Collected data entries
=-=-=-=-=

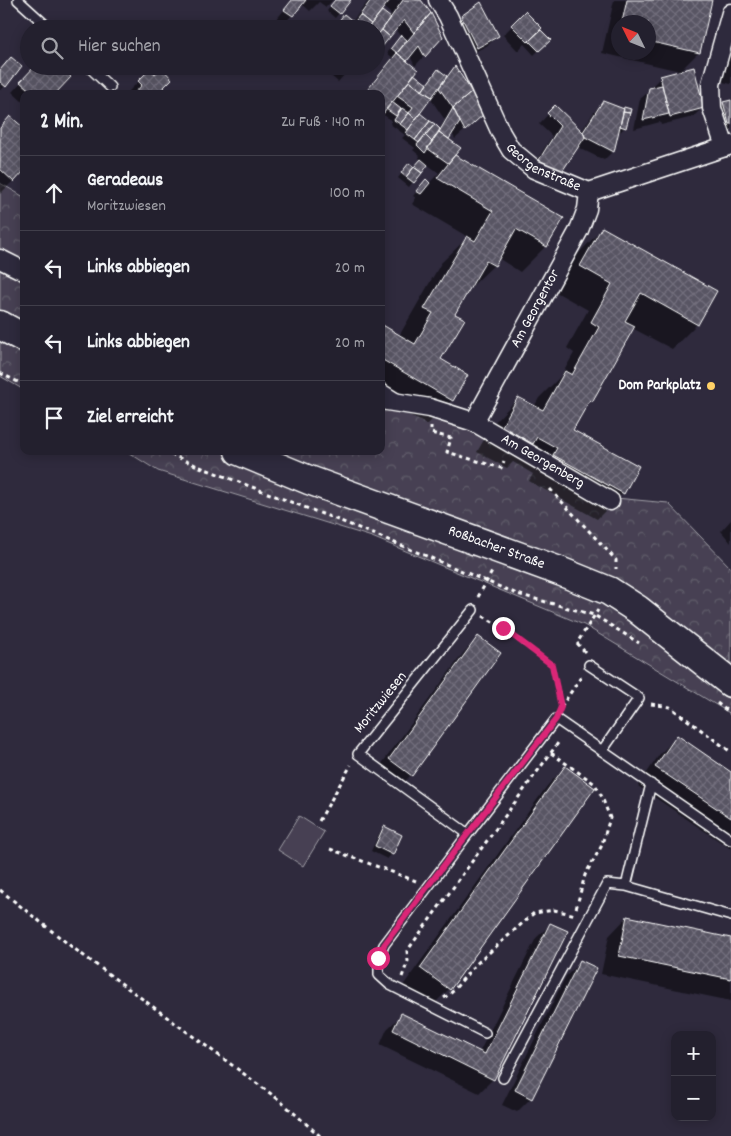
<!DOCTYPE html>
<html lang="de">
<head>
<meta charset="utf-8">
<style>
  :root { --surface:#23202e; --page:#2f2d3a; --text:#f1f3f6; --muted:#a3a3aa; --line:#403e4a }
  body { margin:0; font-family:Dekko,sans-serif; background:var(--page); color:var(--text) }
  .controls { position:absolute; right:15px; bottom:15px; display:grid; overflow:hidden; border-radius:10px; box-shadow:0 2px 12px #0003 }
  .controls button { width:45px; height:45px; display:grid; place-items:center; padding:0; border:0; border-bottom:1px solid var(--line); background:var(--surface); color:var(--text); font:25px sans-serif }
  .compass { position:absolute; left:611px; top:15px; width:45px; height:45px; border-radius:50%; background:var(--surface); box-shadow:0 2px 12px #0003; rotate:313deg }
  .stop { position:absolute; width:15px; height:15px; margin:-11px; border:4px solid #db2777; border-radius:50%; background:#fff }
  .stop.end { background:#db2777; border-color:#fff; box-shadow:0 1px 5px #0008 }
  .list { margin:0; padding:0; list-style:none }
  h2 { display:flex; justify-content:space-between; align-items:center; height:65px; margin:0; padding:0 20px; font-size:21px }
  h2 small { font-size:16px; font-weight:400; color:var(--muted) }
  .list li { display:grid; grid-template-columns:32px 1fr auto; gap:15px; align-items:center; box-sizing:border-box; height:75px; padding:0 20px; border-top:1px solid var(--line) }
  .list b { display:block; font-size:19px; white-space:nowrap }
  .list p { margin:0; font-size:16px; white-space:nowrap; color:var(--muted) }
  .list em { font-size:16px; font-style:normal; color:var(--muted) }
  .icon { flex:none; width:28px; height:28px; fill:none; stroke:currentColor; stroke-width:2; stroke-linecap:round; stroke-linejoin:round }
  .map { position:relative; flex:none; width:731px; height:1136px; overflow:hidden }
  .search { position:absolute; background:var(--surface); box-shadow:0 2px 12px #0003; left:20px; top:20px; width:365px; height:55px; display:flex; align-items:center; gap:12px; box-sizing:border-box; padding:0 18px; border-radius:28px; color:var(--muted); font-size:19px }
  .panel { position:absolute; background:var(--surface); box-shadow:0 2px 12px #0003; left:20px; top:90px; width:365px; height:365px; border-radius:10px }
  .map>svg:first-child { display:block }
  .forest { fill:url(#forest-crowns); stroke:#a2a0a8 }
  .green { fill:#464152; stroke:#a2a0a8 }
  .shadow { fill:#0007; fill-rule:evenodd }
  .building { fill:url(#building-cross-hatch); stroke:#fff }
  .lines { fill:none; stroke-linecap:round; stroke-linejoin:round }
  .lane-casing { stroke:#fff; stroke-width:12 }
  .street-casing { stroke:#fff; stroke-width:21 }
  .primary-casing { stroke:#fff; stroke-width:31 }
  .path { stroke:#fff; stroke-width:3; stroke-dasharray:4 4; stroke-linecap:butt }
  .lane { stroke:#2f2a3d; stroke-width:9 }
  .street { stroke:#2f2a3d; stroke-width:18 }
  .primary { stroke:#2f2a3d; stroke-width:28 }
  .route { stroke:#db2777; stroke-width:6 }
  .poi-dot { fill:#ffd166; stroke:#2f2a3d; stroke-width:2 }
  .labels { text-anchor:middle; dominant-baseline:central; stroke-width:4; stroke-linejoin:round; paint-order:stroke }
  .street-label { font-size:15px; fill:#fff; stroke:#2f2a3d }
  .poi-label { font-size:15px; font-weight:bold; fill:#fff; stroke:#2f2a3d; text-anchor:end }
</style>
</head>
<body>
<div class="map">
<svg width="731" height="1136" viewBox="0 0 731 1136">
  <defs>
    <pattern id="forest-crowns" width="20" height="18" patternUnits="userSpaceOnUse" patternTransform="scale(1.25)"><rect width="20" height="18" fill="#464152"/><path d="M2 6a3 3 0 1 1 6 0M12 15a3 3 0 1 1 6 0" fill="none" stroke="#625e6c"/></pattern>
    <pattern id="building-cross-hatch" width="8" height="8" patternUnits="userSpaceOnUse" patternTransform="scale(1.25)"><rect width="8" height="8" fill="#595564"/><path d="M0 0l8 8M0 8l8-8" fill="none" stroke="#726e7b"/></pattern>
  </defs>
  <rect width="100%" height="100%" fill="#2f2a3d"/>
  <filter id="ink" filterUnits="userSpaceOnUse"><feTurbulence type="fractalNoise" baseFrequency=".02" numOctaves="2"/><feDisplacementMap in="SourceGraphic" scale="10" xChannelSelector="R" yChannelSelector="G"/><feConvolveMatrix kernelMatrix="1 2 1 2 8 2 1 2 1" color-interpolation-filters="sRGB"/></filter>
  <g filter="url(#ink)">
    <!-- forest -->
    <path class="forest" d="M0,183L24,197V390L0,376Z
      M381,405L406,407L458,425L595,496L668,503L731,568V714L584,625L372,537L158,471L126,451H381Z"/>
    <!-- green -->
    <path class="green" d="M299,816L324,832L303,866L278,850Z"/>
    <!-- shadow -->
    <path class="shadow" d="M292,0H333L326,7L319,2L310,11L302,4L283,25L276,20Z
      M335,0H350L335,18L327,11Z
      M369,0H420L430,14L442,37L415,66L410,56L405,62L413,74L427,85L446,77L455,68L473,123L455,139L452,133L448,140L450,159L546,246L520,272L498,258L494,265L468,290L454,314L440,359L452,400L427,425L381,399V326L399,336L441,263L468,237L412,204L416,198L413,196L421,186L429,183L439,173L427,164L409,187L398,178L405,169L414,168L421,160L419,158L420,156L413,150L415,148L402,138L405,135L390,124L392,121L381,113V94H364L393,58L387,53L401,37L395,29L376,52V29H333L352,22ZM383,7L391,14L389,18L380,11ZM430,98L445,120L439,130L419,114Z
      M614,0H711L699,52L680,71L602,53ZM618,22H648V52H618Z
      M525,13L529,39L531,41L549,40L534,55L524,44L518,51L503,35Z
      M462,17L497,36L488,45L467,56L452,26Z
      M731,40V84L719,81Z
      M36,66L53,94H24V103L12,92Z
      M332,66H352L338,82L331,76L336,69Z
      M150,70L156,94H132L129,91Z
      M0,71L5,86L1,90H0Z
      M661,77L703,107L693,117L661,125L660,122L634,129L640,99L652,89L651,87Z
      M731,101V130L720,133L715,112L724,103Z
      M603,102L623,110H629L625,127L620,132L618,131L613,151L604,160L577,147L558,176L549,185L529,173L552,136L539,124L555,107L581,132L594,112Z
      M10,118L13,181L0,194V128Z
      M602,229L697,324L672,349L632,328L591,401L584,409L572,431L623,493L597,519L529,481L533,474L513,462L507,468L477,452L493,424L518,398L534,407L539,398L561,376L574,353L567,348L588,310L556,292L577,255Z
      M731,520V543L721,531Z
      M478,638L411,775L397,789L375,773L464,652Z
      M677,737L731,773V849L638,786L659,755Z
      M565,767L449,989L431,1007L402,987L547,786Z
      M385,828L392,854L387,859L371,851L380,832Z
      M627,917L731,939V1001L601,974L609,936Z
      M551,924L493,1079L479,1093L380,1045L387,1029L402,1015L479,1053L536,938Z
      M581,962L531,1098L517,1112L502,1105L566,976Z"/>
    <!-- building -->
    <path class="building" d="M292,0H306L293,16L284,10Z
      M335,0H351L340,14L330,6Z
      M371,0H390L371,24L360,15Z
      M403,0H421L431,13L414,33L404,20L390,37L382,30Z
      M627,0H712L700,53L648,41V22H622Z
      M481,2L499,36L477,48L461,16Z
      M382,11L391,18L376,37V29H367Z
      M525,11L542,28L528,42L511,25Z
      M431,13L443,37L425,57L419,46L407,61L397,53Z
      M344,14L354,22L349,29H333Z
      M360,15L371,24L367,29H349Z
      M382,30L390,37L377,53L376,37Z
      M541,30L551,40L539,51L529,41Z
      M401,35L407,40L397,53L391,48Z
      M397,53L418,70L383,114L381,112V94H364Z
      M11,57L22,66L6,87L0,82V70Z
      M35,66H59L71,77L55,94H34L20,82Z
      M340,66H354L349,73Z
      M455,66L472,92L453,108L439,88Z
      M161,67L172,79L157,94H134L142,85L138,81L150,69L155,74Z
      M694,67L704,108L670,117L660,76Z
      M438,69L447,76L432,97L422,91Z
      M414,74L427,84L422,91L409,81Z
      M409,81L432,97L416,119L409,113L413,107L397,96Z
      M662,85L669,114L643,120L649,88Z
      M472,92L484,114L465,131L453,108Z
      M731,100V124H729L723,102Z
      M603,101L624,109L614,152L585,137L583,132Z
      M392,102L401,109L396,116L386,109Z
      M555,105L583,132L585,137L559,176L537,163L560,126L547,113Z
      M624,107L631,109L630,113L623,112Z
      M402,108L409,113L400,124L394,120Z
      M453,108L460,122L449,139L439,132Z
      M623,112L630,113L626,128L620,126Z
      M409,113L416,119L408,130L400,124Z
      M420,113L430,121L415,140L406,133Z
      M10,116L24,128V171L14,182L0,169V128Z
      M430,121L435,124L419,143L415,140Z
      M435,124L440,129L432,142L425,135Z
      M439,132L461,148L448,163L427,148Z
      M425,135L432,142L425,153L417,145Z
      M455,155L564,218L547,247L516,229L495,266L486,261L455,314L465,319L441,359L468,375L453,401L381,359V324L415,344L433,313L424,309L467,236L475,241L493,211L437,178Z
      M421,159L428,165L422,173L414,167Z
      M409,163L414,167L406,177L401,173Z
      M414,167L422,173L414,183L406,177Z
      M426,179L430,183L421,194L416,191Z
      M602,227L717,291L698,325L641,293L625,321L635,326L592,402L590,400L573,430L639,466L624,494L553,455L557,448L537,437L533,444L502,426L518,397L543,410L565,371L572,375L599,327L591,322L612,284L580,266Z
      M478,636L501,653L412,776L389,759Z
      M677,735L731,772V818L655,767Z
      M565,766L595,788L450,990L420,968Z
      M384,826L402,835L393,855L375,846Z
      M627,916L731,938V979L619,956Z
      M550,923L568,931L494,1080L393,1030L401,1013L485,1054Z
      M580,960L597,968L532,1099L515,1090Z"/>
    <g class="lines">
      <defs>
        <path id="lane" d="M18,0L50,29
          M88,66L110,87
          M381,388L397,398
          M473,610L358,754L468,834L556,719L731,840
          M589,665L639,698L602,751
          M468,834L384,945L379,958V975L390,985L485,1033
          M626,886L651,784
          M503,1078L607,884L626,886L731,916"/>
        <g id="street">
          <path id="s1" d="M438,0L448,16L501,133L511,150L534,169L589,192L731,145"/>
          <path d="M725,147L712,108L711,84L731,13"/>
          <path d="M0,259L24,271"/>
          <path id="s2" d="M381,400L430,408L474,422L610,501"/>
          <path id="s3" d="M474,422L579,230L587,209L589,192"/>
        </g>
        <g id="primary">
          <path d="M0,325L24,338"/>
          <path id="s4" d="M239,451L309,480L562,572L609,591L637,609L731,683"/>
        </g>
      </defs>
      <!-- lane casing -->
      <use href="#lane" class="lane-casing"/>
      <!-- street casing -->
      <use href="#street" class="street-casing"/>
      <!-- primary casing -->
      <use href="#primary" class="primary-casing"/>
      <!-- path -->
      <path class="path" d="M0,373L24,385
        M431,426V433L451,438L447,452L501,468L504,461
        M163,451L200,467L369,532L517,594L594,615L639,643
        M550,489L616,560V569
        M478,597L493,570
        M483,616L503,628L552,665L561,706
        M585,652L577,643L598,610
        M717,703L731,714
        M651,704L670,707L731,752
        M561,707L581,677
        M551,753L595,784L602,797L610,818L601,847L585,875L576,909
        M319,821L351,765
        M330,849L416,881
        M0,890L72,947L278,1099L320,1136
        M402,977L408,961L407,951L558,743
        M444,998L452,992L474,966L534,913L554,910L576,915"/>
      <!-- lane -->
      <use href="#lane" class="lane"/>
      <!-- street -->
      <use href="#street" class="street"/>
      <!-- primary -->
      <use href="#primary" class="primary"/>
    </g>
  </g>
  <g class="lines" filter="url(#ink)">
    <!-- route -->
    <path class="route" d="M378,958L384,945L428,886L556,719L561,707L552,665L503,628"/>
  </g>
  <!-- markers -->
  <circle class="poi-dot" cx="711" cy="386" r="5"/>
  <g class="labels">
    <!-- street labels -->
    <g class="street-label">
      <text stroke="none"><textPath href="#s1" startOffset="204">Georgenstraße</textPath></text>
      <text stroke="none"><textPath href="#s3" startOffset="129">Am Georgentor</textPath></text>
      <text stroke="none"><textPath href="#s2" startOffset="175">Am Georgenberg</textPath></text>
      <text stroke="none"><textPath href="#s4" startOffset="275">Roßbacher Straße</textPath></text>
      <text transform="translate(381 703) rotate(-51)">Moritzwiesen</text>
    </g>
    <!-- poi labels -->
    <g class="poi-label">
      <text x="701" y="386">Dom Parkplatz</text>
    </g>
  </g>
</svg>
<div class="controls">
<button>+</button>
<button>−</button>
</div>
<svg class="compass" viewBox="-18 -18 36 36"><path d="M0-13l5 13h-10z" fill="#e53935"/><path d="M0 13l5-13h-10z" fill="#a3a3aa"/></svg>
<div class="stop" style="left:378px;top:958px"></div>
<div class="stop end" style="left:503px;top:628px"></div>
<div class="search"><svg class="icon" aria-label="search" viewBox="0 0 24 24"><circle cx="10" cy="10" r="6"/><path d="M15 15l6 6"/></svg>Hier suchen</div>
<section class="panel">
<h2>2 Min.<small>Zu Fuß · 140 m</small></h2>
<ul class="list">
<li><svg class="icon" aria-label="ahead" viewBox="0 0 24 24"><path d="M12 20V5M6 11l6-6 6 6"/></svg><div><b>Geradeaus</b><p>Moritzwiesen</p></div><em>100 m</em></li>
<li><svg class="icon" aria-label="left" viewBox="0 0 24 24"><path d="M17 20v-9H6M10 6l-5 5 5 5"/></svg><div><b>Links abbiegen</b></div><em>20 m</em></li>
<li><svg class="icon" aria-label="left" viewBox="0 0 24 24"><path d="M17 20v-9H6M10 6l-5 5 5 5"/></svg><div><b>Links abbiegen</b></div><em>20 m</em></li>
<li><svg class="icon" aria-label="arrive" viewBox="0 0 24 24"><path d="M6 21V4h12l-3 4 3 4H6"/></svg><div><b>Ziel erreicht</b></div></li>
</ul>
</section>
</div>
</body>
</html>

=-=-=-=-=

- _EXERCISE PROMPT_
Give the number of lines in the records that contain the word "list", and write nothing else.

- _SOLUTION TO THIS PROBLEM_
6